• PROBLEM DETAILS
Your answer must be every line of the data that contains "street".
-- Opening Marker --
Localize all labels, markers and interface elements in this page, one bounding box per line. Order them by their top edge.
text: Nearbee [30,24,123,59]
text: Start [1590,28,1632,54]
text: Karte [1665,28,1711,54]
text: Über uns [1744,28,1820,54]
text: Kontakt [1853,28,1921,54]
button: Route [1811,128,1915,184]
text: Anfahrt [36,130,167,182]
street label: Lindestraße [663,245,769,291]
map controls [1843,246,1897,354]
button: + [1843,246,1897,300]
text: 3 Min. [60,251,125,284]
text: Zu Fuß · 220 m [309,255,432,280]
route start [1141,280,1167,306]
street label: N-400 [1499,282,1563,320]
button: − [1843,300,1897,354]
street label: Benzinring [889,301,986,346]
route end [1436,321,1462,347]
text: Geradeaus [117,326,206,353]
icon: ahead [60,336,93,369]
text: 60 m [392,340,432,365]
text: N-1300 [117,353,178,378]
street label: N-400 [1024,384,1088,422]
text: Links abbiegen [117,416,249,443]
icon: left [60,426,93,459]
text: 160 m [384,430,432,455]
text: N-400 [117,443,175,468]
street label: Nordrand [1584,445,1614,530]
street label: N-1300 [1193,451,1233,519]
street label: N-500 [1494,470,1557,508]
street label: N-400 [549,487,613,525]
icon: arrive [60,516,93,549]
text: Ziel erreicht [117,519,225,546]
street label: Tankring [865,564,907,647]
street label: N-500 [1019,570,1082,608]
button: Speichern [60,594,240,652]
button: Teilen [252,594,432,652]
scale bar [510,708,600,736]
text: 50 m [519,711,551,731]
-- Closing Marker --
• SOLUTION BELOW
street label: Lindestraße [663,245,769,291]
street label: N-400 [1499,282,1563,320]
street label: Benzinring [889,301,986,346]
street label: N-400 [1024,384,1088,422]
street label: Nordrand [1584,445,1614,530]
street label: N-1300 [1193,451,1233,519]
street label: N-500 [1494,470,1557,508]
street label: N-400 [549,487,613,525]
street label: Tankring [865,564,907,647]
street label: N-500 [1019,570,1082,608]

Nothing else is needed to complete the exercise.